- TASK TO COMPLETE:
Among the entries below, find the lines with the word "image" and return them.

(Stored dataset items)
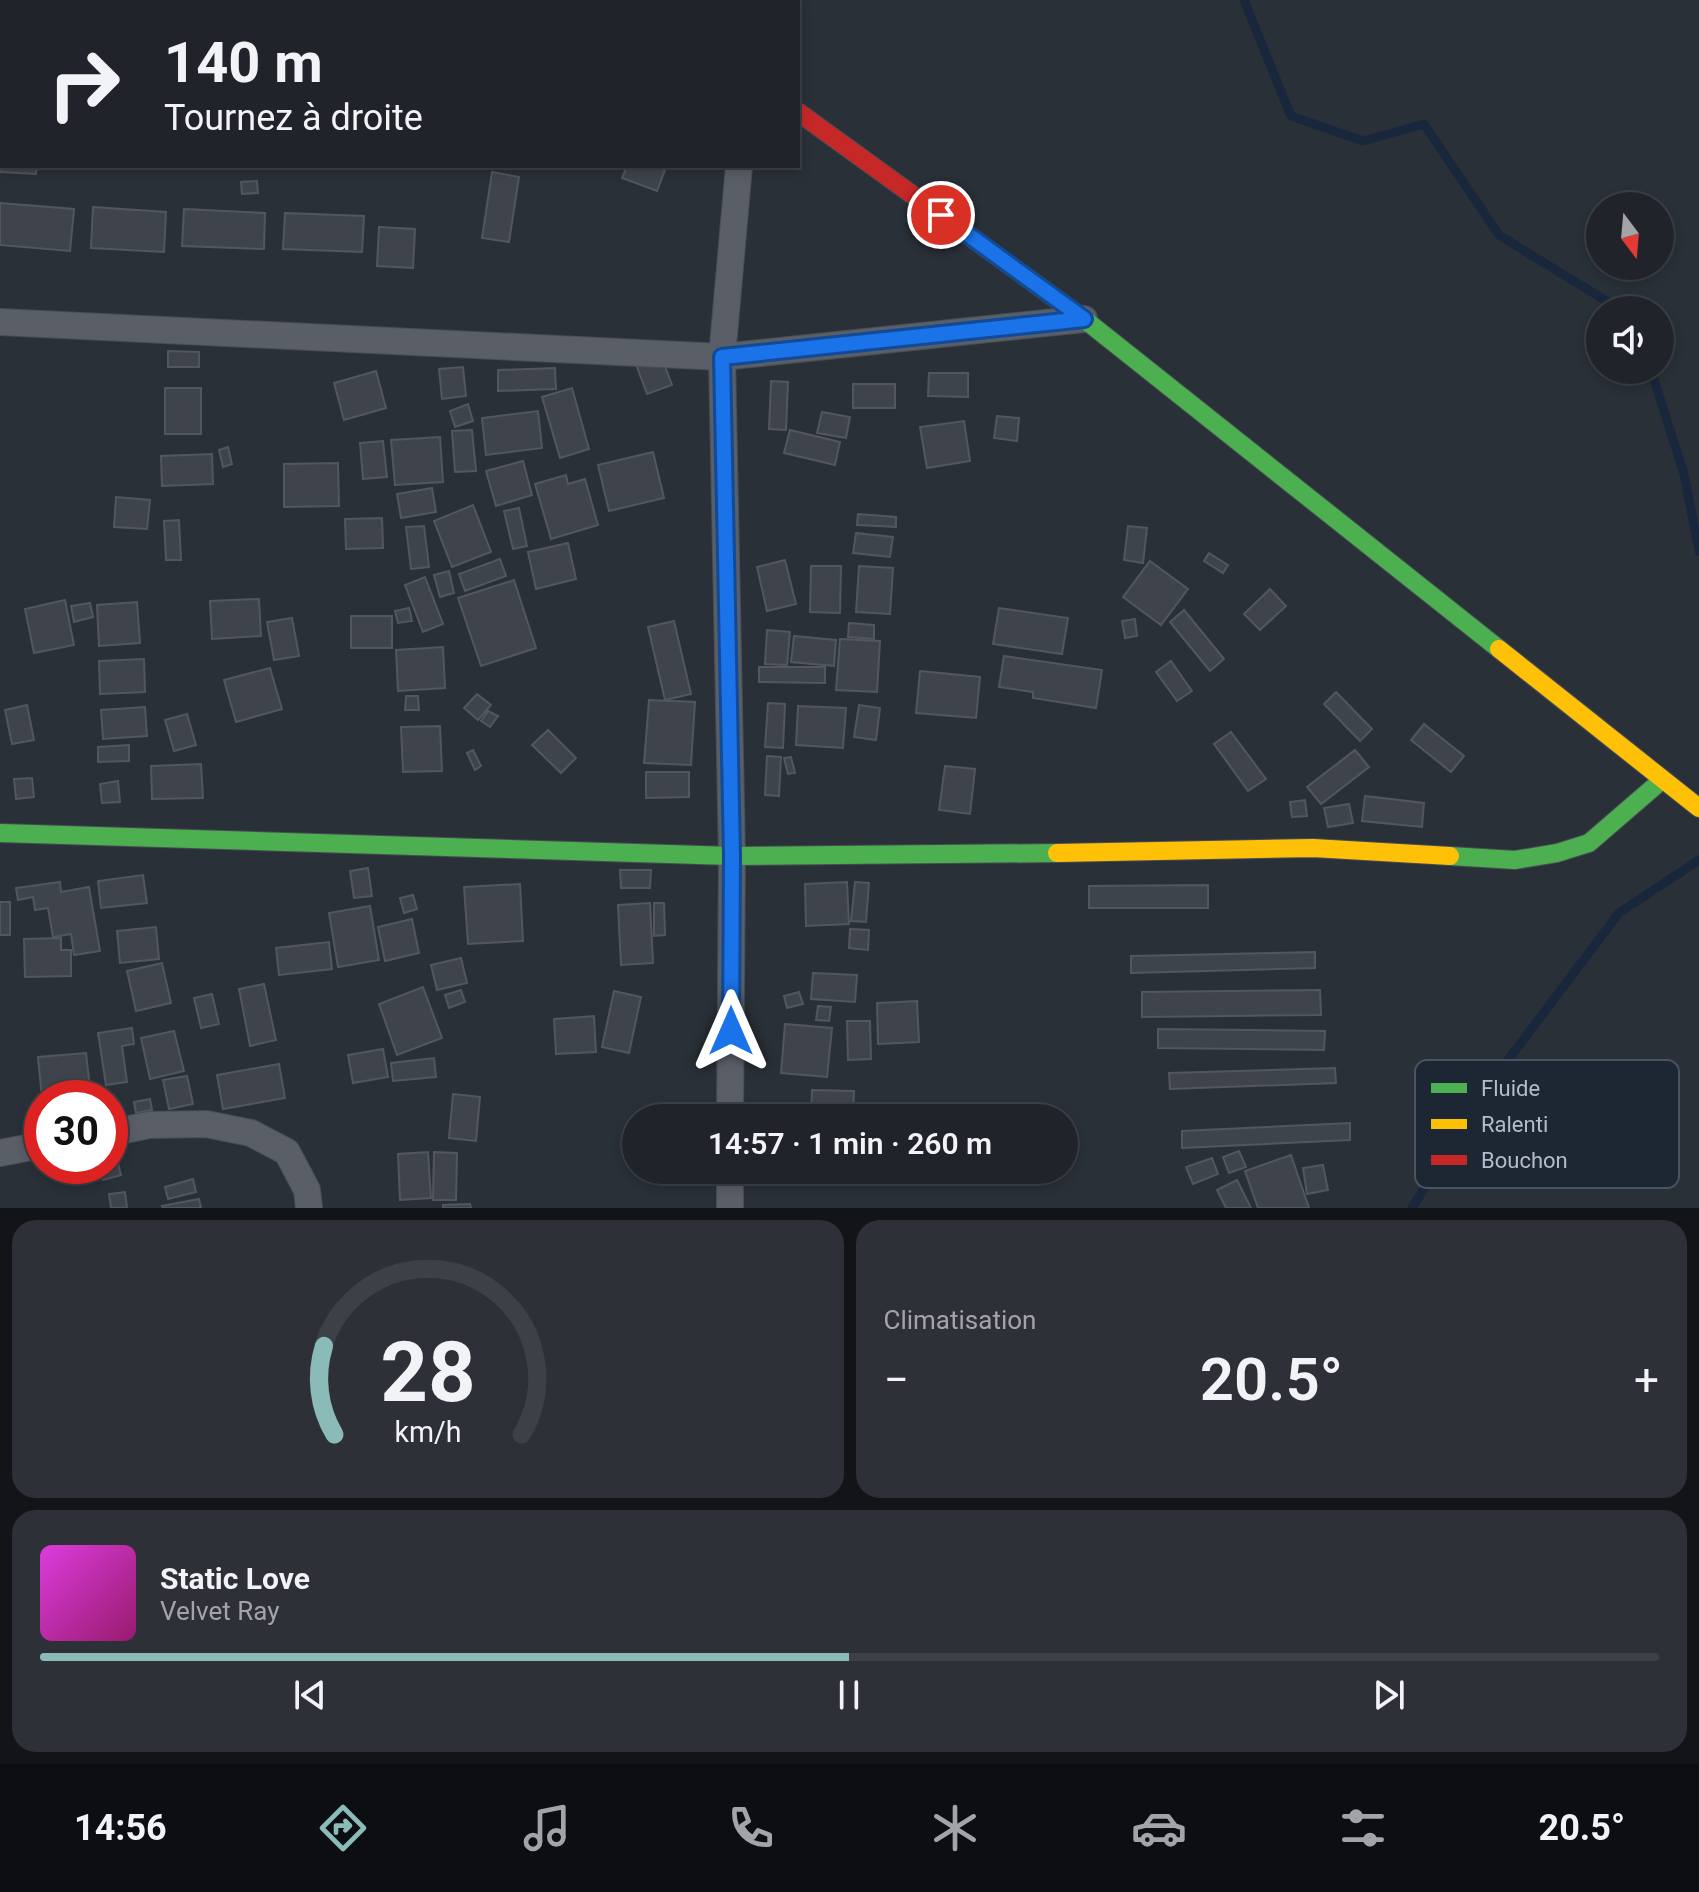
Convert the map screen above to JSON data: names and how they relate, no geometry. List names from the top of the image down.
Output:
{
  "legend": ["Fluide", "Ralenti", "Bouchon"],
  "north": "bottom",
  "page": {
    "turn": ["140 m", "Tournez à droite"],
    "limit": "30",
    "trip": "14:57 · 1 min · 260 m",
    "tile": "Climatisation",
    "heat": ["−", "20.5°", "+"],
    "song": ["Static Love", "Velvet Ray"],
    "tabs": ["14:56", "20.5°"],
    "gauge": ["28", "km/h"]
  }
}
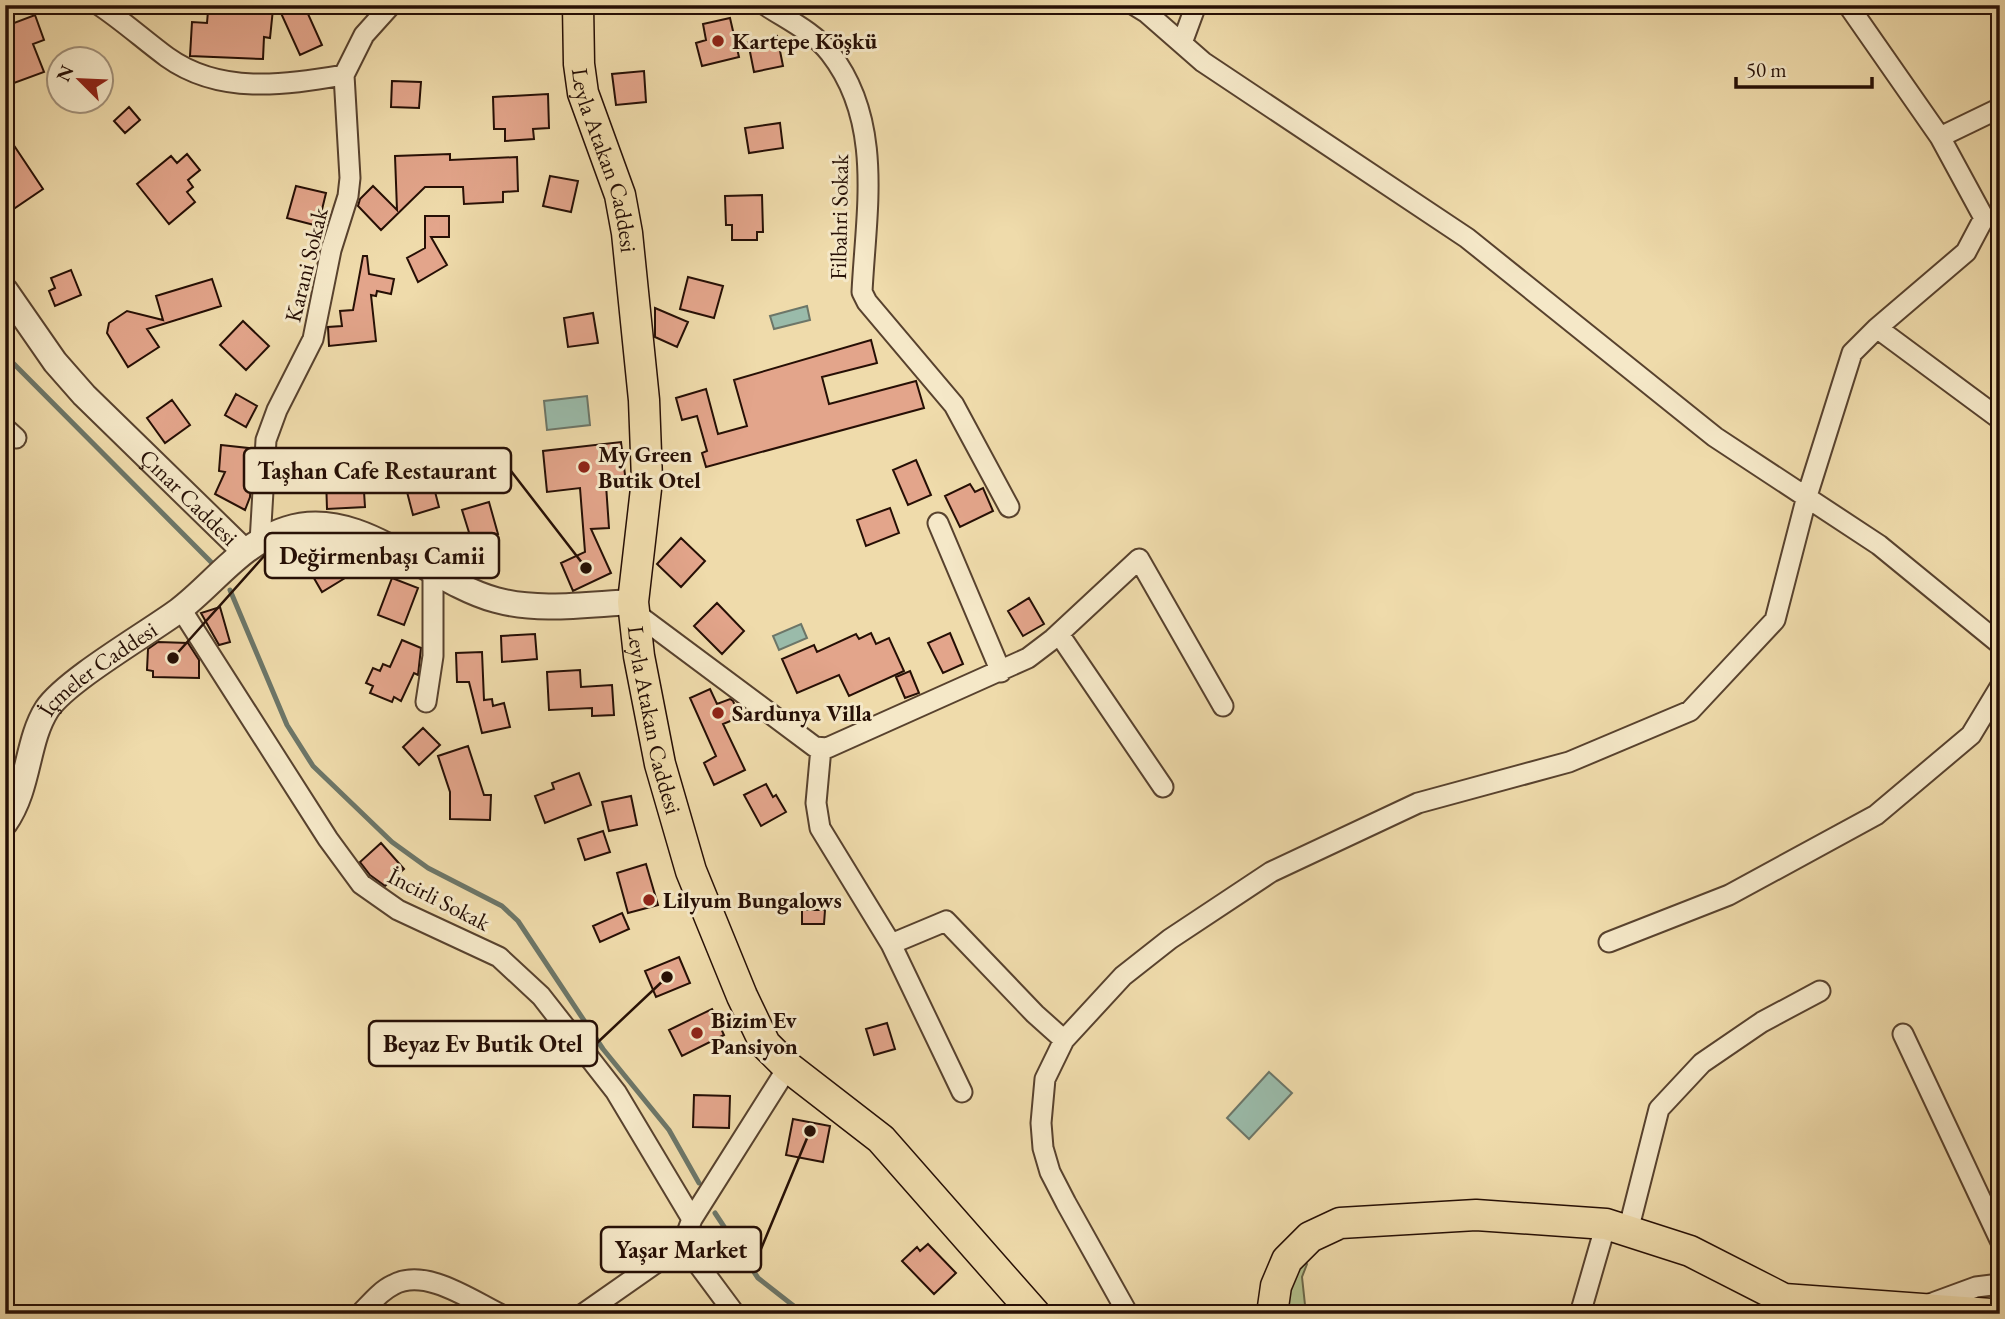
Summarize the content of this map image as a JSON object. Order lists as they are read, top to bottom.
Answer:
{
  "streets": {
    "main road": ["Leyla Atakan Caddesi"],
    "street": [
      "Filbahri Sokak",
      "Karani Sokak",
      "Çınar Caddesi",
      "İçmeler Caddesi",
      "İncirli Sokak"
    ]
  },
  "crossings": [
    ["Leyla Atakan Caddesi", "Çınar Caddesi"],
    ["Karani Sokak", "Çınar Caddesi"],
    ["Karani Sokak", "İçmeler Caddesi"],
    ["Çınar Caddesi", "İçmeler Caddesi"],
    ["İçmeler Caddesi", "İncirli Sokak"]
  ],
  "places": [
    "Kartepe Köşkü",
    "My Green Butik Otel",
    "Taşhan Cafe Restaurant",
    "Değirmenbaşı Camii",
    "Sardunya Villa",
    "Lilyum Bungalows",
    "Beyaz Ev Butik Otel",
    "Bizim Ev Pansiyon",
    "Yaşar Market"
  ],
  "scale_bar": "50 m",
  "north": "top left"
}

- WRITTEN ANSWER:
Convert the map screen above to JSON data: names and how they relate, no geometry. List names from the top of the image down.
Summarize the content of this map image as a JSON object. Order lists as they are read, top to bottom.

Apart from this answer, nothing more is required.